When building a FastAPI project that involves multiple deep learning models, handling multiple inferences can become a bottleneck. This is because model inferences are synchronous, which means they block other requests while processing. I recently faced this issue in my personal project, where I had two models uploaded on Huggingface and developed a simple API using FastAPI.
After researching online, I found that many threads suggest using Celery or increasing uvicorn workers. However, these solutions may not be suitable for my case, as each worker needs to load the model, which would exhaust my limited resources (4 CPUs and limited access to high-performance GPUs like A100 or H100).
So, I wondered if FastAPI has a built-in solution for handling multiple deep learning inferences. Unfortunately, it doesn’t. But that doesn’t mean we can’t find a way to make it work.

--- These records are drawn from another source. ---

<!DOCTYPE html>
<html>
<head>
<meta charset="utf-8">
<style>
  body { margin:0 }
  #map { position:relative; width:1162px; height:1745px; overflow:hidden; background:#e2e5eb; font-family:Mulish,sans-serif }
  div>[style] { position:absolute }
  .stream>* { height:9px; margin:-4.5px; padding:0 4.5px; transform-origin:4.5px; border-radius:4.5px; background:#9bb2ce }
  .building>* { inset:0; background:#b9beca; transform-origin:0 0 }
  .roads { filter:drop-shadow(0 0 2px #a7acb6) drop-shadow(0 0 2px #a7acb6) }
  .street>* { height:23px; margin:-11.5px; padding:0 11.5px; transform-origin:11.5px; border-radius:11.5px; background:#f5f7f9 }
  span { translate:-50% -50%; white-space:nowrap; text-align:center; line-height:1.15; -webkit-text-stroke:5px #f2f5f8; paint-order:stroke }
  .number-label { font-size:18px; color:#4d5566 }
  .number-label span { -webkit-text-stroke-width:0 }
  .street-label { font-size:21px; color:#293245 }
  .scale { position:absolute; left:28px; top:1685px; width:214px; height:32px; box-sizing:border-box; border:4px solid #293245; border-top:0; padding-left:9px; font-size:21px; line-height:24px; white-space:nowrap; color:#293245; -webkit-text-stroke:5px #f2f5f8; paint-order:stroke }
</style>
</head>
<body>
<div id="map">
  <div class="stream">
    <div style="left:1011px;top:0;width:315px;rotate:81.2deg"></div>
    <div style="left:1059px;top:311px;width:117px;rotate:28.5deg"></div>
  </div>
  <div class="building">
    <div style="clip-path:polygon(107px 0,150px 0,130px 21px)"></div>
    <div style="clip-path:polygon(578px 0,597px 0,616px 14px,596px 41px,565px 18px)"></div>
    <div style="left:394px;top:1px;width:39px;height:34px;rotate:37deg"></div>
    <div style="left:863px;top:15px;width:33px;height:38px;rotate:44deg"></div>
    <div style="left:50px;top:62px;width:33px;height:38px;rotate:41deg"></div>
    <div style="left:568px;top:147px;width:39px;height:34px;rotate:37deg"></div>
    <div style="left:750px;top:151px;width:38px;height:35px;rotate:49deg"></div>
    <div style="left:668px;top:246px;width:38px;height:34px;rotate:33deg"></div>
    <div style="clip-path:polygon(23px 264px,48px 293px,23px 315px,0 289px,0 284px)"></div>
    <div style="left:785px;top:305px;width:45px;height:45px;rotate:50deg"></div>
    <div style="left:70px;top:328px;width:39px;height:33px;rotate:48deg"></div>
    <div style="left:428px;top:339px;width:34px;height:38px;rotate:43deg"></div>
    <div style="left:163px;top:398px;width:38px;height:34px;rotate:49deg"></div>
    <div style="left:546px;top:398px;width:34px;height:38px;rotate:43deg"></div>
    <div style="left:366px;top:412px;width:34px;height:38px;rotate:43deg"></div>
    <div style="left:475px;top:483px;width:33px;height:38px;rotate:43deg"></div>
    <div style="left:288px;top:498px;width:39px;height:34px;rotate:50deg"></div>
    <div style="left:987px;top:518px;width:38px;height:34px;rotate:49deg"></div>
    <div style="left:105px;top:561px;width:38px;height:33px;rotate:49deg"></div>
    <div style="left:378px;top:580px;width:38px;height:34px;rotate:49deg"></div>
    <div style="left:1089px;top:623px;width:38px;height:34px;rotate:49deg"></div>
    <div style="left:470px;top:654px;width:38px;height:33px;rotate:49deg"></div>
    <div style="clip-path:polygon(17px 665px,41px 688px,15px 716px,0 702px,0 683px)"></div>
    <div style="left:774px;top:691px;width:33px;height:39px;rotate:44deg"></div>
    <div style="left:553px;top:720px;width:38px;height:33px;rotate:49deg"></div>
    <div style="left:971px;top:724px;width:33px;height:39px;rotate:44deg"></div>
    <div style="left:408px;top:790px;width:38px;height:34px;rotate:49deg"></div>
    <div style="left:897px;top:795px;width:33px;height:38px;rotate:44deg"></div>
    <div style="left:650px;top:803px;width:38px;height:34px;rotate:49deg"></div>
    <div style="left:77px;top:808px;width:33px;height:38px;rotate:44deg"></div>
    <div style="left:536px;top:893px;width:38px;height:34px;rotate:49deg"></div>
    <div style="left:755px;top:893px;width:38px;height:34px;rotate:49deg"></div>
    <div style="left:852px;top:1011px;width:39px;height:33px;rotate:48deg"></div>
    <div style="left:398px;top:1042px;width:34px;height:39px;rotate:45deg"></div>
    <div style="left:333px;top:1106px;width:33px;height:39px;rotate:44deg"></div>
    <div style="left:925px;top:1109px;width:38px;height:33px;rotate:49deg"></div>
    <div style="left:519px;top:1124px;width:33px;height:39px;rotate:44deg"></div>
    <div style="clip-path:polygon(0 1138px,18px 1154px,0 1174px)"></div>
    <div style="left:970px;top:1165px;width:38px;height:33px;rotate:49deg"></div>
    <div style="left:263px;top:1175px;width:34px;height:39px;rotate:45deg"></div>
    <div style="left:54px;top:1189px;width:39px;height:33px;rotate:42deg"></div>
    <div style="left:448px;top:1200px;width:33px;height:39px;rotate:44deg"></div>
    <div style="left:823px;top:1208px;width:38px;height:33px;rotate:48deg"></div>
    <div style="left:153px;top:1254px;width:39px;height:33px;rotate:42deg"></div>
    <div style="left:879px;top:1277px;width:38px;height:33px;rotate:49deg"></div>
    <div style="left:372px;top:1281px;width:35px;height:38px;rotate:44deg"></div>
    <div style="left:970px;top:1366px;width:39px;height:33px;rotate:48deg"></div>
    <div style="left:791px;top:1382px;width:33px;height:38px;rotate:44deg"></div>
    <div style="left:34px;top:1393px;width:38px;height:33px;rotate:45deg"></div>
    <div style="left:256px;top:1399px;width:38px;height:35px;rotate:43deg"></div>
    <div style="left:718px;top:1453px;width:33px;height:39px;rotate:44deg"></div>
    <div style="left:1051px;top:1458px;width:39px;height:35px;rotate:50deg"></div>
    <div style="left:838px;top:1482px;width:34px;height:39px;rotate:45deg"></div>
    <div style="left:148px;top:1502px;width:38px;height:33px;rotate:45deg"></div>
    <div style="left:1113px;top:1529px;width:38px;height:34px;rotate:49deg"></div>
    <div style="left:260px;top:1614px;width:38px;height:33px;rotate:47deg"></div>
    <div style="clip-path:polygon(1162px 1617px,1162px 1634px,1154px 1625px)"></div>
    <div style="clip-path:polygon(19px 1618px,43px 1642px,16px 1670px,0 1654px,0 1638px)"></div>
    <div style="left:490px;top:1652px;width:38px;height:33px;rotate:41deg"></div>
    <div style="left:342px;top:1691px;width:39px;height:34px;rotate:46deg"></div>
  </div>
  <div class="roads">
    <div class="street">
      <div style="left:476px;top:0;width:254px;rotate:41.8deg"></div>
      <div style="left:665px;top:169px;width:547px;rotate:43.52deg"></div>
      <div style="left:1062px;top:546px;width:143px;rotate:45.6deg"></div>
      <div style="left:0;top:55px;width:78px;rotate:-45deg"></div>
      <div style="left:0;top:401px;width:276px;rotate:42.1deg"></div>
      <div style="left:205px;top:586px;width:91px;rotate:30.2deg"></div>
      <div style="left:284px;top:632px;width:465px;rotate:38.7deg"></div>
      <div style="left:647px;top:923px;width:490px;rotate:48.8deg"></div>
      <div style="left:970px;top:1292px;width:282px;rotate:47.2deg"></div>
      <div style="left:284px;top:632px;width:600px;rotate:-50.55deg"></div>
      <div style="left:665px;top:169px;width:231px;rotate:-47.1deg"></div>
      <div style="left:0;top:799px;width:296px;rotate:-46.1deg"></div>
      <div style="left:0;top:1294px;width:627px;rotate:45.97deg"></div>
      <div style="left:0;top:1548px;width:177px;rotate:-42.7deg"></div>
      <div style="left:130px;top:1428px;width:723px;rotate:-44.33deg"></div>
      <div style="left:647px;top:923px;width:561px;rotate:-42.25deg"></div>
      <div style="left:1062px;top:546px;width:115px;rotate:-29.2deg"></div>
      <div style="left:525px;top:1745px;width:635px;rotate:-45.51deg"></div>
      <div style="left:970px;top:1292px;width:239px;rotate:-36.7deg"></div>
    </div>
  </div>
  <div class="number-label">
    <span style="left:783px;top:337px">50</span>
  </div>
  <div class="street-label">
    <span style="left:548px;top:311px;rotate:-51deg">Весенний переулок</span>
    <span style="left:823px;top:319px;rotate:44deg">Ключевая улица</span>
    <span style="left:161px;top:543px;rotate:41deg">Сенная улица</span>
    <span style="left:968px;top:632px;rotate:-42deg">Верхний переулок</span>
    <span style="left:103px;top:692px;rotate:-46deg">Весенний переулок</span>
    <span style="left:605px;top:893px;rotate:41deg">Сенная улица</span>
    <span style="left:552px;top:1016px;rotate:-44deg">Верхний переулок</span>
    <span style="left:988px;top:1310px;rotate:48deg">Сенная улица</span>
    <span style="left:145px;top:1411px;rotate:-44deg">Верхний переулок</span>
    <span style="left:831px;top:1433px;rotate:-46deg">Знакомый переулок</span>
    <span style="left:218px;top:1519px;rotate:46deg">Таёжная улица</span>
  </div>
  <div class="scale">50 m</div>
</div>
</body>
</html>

## Understanding the Problem
The main issue is that our model inferences are synchronous, which blocks other requests. To handle multiple inferences, we need to make our model inferences asynchronous. This can be achieved by using asynchronous programming in Python.
## Solutions
One possible solution is to use asynchronous programming in Python. We can use libraries like `asyncio` or `trio` to make our model inferences asynchronous. This way, when a request is made, it won’t block other requests.
Another solution is to use a message broker like RabbitMQ or Apache Kafka. We can send the inference requests to the message broker, which will then process the requests asynchronously.
## Conclusion
Handling multiple deep learning inferences in FastAPI requires some creative problem-solving. While FastAPI doesn’t have a built-in solution, we can use asynchronous programming or message brokers to make our model inferences asynchronous. By doing so, we can handle multiple requests efficiently and make our API more scalable.